The U.S. embassy in China said on social media that it condemned the “terrible and senseless act of violence in Kunming” and expressed condolences to those affected in what it said were a “tragedy.”
The attack on Saturday night saw masked assailants stab civilians at a train station, killing 29 and wounding more than 130.
China has blamed separatists from the restive region of Xinjiang for what it described as an act of terror, with state media dubbing the incident “China’s 9/11.”
But thousands of Chinese Internet users slammed the U.S. for refusing to follow China in defining the attack as terrorism, comparing the knifings to last year’s bombing of the Boston Marathon as well as 9/11.
“Merely ‘terrible and senseless?’ Only ‘violence?’ Would Americans say the same thing about similar attacks on their own territory?” Ma Xiaolin, a website administrator, asked on Sina Weibo, a Chinese equivalent of Twitter.
“If you say that the Kunming attack is a ‘terrible and senseless act of violence,’ then the 9/11 attack can be called a ‘regrettable traffic incident,'” posted Cao Fan.
In typical mocking response, another user wrote: “I express my condolences for the setting off of fireworks and burning incident at the Boston Marathon.”

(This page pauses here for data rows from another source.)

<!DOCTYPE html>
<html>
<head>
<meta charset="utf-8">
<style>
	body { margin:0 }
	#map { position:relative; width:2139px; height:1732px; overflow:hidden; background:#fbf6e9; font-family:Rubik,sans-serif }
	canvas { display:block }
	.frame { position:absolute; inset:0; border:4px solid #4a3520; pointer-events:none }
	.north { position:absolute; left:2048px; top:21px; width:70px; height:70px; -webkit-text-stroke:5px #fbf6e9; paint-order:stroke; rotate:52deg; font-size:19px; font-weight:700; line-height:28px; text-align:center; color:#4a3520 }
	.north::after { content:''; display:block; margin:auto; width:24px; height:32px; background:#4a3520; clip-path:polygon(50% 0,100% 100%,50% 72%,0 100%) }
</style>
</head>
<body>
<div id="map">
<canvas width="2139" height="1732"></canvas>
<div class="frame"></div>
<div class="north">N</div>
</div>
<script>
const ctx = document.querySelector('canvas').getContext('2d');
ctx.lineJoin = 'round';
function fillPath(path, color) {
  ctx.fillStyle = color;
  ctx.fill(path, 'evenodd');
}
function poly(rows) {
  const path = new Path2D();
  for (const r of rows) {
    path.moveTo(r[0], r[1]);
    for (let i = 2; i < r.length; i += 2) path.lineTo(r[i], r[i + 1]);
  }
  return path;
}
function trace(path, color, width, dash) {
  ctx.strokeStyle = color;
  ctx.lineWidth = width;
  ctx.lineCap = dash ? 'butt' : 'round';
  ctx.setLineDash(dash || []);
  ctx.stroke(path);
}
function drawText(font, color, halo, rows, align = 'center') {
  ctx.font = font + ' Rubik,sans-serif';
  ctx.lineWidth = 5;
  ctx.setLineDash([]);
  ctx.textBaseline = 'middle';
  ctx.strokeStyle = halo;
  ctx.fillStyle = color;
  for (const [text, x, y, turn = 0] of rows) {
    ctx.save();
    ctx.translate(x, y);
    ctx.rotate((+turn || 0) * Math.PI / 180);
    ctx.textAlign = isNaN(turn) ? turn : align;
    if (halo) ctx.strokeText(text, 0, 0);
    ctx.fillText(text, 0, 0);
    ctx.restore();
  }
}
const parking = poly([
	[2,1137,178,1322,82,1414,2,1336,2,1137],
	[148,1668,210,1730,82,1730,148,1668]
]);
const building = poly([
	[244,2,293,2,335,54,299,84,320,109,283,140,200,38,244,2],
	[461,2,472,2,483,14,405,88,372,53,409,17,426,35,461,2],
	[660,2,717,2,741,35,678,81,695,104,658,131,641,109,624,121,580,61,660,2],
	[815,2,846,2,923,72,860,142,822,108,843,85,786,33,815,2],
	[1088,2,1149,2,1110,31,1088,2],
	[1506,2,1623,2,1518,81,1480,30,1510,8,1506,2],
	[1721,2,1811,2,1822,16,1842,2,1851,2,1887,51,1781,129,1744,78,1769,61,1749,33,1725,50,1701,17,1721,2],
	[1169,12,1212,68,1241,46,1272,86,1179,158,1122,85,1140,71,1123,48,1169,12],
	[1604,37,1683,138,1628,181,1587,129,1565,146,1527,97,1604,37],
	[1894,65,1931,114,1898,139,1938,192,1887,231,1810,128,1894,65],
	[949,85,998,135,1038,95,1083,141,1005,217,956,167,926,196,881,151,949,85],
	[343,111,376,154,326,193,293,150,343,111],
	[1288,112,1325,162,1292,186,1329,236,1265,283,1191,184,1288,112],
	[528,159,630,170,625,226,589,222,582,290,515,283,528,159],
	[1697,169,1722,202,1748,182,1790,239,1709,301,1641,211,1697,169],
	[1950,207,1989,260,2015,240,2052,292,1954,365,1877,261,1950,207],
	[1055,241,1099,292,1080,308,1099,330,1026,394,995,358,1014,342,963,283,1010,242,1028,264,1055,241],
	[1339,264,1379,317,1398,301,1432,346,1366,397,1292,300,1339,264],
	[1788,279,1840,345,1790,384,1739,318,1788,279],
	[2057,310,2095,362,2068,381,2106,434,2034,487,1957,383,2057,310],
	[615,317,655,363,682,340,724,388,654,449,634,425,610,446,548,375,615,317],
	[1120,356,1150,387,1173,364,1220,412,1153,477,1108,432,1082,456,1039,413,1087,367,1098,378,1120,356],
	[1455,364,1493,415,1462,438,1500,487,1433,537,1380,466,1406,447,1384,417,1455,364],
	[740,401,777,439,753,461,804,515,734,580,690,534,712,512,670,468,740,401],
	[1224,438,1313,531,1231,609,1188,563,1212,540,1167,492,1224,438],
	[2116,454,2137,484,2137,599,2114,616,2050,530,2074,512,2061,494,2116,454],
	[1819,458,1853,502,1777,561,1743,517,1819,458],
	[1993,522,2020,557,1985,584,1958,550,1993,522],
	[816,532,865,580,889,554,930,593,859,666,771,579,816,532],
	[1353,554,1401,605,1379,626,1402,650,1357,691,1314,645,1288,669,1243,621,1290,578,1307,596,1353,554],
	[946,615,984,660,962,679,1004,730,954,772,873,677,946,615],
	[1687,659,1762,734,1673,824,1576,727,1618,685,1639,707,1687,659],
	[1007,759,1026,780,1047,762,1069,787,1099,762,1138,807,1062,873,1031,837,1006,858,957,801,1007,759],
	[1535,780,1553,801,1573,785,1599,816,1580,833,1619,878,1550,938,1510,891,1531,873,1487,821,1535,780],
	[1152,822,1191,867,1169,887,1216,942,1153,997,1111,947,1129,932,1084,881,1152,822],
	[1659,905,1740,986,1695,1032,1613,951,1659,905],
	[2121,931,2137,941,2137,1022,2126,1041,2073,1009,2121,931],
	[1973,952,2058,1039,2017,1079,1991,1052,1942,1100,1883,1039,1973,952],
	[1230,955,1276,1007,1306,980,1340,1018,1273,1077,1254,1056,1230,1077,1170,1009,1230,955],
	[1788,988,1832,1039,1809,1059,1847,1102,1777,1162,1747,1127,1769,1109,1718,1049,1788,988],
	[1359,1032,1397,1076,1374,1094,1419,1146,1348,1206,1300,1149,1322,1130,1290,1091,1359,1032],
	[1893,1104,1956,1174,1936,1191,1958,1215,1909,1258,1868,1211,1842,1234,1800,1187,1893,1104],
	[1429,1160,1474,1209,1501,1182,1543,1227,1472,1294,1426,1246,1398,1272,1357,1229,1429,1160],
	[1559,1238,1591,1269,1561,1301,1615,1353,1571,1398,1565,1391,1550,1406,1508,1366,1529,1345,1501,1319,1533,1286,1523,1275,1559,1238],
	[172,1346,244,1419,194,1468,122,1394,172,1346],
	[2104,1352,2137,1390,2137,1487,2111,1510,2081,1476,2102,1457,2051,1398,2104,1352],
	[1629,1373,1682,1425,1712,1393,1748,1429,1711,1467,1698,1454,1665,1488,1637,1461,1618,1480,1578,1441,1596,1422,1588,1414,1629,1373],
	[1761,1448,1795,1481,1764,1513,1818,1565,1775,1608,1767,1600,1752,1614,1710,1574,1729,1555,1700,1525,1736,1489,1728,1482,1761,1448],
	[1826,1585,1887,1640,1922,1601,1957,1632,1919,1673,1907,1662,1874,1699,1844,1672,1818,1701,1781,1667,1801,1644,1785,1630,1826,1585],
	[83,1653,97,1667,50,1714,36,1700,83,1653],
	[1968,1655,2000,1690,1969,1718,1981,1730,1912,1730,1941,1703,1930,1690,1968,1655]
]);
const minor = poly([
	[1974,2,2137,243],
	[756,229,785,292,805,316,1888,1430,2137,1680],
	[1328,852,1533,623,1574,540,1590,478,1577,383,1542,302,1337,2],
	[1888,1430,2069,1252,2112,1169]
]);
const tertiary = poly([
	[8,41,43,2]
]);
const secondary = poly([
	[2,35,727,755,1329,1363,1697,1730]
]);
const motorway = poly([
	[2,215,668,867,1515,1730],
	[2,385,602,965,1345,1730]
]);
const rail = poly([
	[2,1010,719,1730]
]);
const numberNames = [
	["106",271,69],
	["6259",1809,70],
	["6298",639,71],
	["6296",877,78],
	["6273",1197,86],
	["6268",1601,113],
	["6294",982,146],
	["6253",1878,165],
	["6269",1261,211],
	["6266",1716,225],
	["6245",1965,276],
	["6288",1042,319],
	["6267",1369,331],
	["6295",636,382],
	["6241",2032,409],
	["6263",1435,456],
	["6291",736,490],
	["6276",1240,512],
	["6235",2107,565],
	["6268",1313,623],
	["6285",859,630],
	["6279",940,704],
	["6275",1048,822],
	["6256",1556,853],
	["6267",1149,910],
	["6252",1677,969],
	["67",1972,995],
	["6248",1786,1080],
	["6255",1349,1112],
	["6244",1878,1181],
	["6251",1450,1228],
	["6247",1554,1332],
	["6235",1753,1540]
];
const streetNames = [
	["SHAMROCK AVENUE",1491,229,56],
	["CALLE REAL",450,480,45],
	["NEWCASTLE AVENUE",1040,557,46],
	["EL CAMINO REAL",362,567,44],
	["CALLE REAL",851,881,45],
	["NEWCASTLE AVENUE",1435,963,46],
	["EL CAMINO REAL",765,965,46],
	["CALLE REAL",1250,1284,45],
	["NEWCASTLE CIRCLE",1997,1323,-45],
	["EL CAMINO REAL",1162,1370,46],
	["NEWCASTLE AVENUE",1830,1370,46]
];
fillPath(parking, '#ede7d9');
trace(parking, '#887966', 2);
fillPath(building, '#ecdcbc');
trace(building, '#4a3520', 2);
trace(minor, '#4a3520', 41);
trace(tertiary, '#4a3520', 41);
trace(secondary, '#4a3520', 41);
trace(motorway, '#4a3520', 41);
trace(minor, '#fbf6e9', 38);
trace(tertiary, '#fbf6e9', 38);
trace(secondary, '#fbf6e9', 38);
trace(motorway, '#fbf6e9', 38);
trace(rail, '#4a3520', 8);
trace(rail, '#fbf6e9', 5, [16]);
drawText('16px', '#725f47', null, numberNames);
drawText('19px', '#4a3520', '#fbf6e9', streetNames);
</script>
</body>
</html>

The U.S. statement came after the U.N. Security Council condemned the killings and said that it “underlined the need to bring perpetrators, organizers, financiers and sponsors of this terrorist attack to justice.”
It added: “Any acts of terrorism are criminal and unjustifiable regardless of their motivation.”
Russian President Vladimir Putin also described the attack as “terror” in a message sent to China’s President Xi Jinping, state media reported on Monday.
Following the September 11, 2001 attacks on New York and Washington, the U.S. placed the East Turkestan Islamic Movement, which China blames for unrest in the vast Xinjiang region, on its official list of international terrorist organizations.
But the group’s strength and links to global terrorism are murky, and some experts say China exaggerates its threat to justify tough security measures in Xinjiang, home to the mainly Muslim Uighur ethnic minority.
Several Uighurs were detained in the U.S.’ Guantanamo Bay facility, although nearly all were later released without charge.
But the U.S. has refrained from labeling recent clashes between Uighurs and security forces in Xinjiang as terrorism, while condemning China’s treatment of the minority, prompting the foreign ministry in Beijing to repeatedly accuse Washington of a “double standard.”
Chinese social media services are subject to strict censorship, with posts and responses critical of China’s official stance regularly deleted.